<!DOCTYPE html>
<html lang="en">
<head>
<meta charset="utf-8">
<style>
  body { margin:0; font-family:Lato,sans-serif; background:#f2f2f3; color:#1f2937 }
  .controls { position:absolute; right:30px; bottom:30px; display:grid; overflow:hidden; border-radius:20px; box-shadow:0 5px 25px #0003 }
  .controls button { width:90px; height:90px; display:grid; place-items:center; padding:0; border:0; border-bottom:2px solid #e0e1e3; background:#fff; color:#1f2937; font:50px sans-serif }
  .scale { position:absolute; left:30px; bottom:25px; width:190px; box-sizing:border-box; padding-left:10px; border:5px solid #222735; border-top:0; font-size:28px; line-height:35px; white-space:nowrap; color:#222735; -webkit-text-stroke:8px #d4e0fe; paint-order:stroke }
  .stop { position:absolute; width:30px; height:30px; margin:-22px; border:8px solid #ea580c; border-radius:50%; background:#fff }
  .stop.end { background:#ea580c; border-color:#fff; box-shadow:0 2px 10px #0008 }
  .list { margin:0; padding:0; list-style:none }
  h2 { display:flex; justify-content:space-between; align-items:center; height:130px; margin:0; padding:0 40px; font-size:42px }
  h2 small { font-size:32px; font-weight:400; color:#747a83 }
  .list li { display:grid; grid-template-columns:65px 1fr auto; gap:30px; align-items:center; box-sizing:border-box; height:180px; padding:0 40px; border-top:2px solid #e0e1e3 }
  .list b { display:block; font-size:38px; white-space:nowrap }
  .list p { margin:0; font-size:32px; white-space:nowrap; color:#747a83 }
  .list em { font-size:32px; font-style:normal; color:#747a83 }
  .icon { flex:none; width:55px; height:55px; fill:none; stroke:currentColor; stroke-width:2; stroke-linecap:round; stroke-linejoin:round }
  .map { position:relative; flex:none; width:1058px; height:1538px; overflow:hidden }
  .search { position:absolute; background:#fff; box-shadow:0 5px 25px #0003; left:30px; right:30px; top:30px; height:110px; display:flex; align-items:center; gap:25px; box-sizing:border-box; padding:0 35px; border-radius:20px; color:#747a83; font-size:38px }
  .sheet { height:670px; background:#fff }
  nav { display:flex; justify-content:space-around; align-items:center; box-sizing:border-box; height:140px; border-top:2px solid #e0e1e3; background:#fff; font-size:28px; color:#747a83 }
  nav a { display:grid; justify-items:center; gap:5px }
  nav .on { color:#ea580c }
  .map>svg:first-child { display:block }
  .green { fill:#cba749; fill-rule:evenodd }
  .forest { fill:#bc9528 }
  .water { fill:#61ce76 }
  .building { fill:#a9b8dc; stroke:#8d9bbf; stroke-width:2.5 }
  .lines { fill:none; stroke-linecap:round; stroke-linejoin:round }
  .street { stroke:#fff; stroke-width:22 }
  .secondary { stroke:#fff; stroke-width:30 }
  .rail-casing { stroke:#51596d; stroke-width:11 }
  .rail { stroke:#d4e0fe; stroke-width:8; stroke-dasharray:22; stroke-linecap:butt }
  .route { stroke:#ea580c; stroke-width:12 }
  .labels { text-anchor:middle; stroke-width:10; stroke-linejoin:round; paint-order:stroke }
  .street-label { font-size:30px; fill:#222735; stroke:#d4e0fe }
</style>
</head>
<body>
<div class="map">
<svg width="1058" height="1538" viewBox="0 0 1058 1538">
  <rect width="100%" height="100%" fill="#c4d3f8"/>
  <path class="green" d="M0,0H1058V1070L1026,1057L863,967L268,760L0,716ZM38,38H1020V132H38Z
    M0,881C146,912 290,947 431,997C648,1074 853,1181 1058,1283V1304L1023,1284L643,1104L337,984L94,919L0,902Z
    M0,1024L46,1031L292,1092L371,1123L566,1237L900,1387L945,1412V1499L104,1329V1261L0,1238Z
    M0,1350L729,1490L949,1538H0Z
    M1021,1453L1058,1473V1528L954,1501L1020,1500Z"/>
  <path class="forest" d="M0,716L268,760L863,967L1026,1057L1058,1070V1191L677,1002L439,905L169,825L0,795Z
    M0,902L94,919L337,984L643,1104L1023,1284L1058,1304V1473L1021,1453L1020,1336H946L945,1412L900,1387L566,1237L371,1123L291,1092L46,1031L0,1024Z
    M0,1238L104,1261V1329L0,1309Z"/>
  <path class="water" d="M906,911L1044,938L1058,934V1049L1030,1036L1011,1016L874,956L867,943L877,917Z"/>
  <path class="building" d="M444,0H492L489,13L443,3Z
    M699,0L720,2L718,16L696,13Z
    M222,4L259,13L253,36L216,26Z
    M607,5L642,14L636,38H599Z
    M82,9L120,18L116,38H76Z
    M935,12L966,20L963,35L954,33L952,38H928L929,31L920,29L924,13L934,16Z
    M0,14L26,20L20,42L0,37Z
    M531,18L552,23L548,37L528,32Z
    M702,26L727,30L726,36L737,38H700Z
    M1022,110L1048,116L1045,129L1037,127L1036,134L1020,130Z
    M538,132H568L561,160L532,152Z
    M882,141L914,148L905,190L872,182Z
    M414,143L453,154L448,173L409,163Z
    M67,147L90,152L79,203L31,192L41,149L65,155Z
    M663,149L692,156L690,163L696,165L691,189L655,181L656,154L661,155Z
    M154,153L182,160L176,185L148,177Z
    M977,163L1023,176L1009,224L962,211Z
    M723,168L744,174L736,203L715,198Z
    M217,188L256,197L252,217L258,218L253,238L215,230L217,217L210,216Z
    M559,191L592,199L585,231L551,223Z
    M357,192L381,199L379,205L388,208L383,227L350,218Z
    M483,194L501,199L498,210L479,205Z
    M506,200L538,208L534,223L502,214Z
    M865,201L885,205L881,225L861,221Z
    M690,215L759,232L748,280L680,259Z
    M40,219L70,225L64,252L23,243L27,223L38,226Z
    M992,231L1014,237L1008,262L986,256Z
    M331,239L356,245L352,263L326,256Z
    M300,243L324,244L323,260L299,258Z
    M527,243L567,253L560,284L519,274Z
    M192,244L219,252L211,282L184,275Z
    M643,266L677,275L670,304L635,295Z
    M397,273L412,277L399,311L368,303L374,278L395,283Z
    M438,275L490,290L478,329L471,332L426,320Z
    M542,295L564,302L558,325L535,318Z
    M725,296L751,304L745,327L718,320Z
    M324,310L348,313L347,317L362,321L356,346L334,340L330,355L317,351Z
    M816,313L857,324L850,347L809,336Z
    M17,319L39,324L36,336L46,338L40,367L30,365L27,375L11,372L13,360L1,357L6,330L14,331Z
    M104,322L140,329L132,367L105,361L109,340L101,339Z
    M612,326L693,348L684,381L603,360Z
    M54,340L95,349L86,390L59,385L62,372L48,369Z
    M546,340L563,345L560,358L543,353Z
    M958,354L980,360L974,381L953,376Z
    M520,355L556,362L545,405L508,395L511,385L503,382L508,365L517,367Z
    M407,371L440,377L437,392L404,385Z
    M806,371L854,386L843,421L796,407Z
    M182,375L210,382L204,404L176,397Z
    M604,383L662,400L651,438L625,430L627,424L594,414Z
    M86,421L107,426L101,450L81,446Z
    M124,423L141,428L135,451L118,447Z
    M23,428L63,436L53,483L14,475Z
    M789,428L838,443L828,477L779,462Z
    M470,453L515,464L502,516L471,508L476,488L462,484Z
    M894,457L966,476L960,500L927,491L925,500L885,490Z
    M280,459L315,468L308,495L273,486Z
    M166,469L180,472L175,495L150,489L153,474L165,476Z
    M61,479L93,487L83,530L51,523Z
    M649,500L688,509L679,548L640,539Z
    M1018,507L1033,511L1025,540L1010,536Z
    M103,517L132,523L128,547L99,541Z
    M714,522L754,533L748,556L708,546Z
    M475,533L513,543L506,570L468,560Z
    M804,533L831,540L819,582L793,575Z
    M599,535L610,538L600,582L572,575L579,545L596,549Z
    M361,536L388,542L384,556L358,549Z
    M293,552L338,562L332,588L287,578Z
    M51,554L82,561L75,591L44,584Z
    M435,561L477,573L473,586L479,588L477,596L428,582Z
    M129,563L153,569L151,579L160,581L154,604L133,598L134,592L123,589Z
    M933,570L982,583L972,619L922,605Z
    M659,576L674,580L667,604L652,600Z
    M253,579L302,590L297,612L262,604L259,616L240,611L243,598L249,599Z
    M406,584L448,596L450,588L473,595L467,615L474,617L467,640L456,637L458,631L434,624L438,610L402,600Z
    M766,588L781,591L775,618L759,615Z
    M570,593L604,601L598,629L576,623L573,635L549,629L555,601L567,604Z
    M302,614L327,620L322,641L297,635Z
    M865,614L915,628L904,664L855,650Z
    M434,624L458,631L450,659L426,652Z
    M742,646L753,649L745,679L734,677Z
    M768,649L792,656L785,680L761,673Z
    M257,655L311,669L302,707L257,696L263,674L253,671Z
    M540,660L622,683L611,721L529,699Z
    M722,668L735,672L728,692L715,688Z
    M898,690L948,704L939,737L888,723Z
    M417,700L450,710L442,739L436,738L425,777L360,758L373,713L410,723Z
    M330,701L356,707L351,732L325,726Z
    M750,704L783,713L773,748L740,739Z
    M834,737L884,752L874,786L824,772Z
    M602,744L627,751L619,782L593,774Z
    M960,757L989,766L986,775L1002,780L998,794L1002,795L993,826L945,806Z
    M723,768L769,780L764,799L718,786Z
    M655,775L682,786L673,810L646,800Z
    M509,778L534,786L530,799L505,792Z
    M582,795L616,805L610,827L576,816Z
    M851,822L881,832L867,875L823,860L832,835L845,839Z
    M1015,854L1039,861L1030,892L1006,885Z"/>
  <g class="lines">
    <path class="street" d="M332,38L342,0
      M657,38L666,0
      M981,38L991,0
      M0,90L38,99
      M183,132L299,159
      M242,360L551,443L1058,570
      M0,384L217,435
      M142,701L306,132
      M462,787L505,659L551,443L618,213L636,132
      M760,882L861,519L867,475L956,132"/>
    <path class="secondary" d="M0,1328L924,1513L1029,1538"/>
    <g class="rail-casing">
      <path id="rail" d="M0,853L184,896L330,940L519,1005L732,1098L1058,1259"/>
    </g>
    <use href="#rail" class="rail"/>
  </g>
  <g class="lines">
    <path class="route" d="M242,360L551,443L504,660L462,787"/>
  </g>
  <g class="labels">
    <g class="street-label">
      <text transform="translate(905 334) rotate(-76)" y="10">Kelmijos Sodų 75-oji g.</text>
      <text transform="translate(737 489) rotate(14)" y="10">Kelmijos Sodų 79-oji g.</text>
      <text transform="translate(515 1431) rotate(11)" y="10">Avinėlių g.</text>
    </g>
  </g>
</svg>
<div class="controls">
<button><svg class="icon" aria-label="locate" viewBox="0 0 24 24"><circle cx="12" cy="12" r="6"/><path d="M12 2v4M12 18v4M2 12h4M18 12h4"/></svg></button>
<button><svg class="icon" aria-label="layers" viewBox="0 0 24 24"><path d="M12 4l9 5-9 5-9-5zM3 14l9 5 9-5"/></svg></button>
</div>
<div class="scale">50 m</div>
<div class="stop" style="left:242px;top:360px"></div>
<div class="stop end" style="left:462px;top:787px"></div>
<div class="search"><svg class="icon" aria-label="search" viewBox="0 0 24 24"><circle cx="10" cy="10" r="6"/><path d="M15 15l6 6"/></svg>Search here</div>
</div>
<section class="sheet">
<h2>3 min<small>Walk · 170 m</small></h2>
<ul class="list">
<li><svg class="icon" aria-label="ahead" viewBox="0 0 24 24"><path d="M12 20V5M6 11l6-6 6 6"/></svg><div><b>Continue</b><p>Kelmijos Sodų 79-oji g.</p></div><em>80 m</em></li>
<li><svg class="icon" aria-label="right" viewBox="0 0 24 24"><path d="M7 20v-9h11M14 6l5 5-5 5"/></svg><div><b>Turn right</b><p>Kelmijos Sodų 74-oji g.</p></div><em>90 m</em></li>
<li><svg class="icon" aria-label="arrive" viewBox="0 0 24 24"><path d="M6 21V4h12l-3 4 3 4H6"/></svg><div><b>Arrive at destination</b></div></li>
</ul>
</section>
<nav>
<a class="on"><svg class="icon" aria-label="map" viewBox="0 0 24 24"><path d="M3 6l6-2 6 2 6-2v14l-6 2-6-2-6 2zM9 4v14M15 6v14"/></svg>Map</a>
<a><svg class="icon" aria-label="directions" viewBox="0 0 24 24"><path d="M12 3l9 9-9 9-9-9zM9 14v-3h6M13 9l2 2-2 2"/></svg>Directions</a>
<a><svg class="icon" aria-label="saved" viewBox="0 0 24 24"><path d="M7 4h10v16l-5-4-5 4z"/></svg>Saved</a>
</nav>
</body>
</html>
--*--
[Required work] Lines wanted from the listing above: the line with "margin:0; padding:0; list-style:none" up to and including the line with "display:grid; grid-template-columns:65px 1fr". Please write them out exactly, adding nothing else.

[Response below]
  .list { margin:0; padding:0; list-style:none }
  h2 { display:flex; justify-content:space-between; align-items:center; height:130px; margin:0; padding:0 40px; font-size:42px }
  h2 small { font-size:32px; font-weight:400; color:#747a83 }
  .list li { display:grid; grid-template-columns:65px 1fr auto; gap:30px; align-items:center; box-sizing:border-box; height:180px; padding:0 40px; border-top:2px solid #e0e1e3 }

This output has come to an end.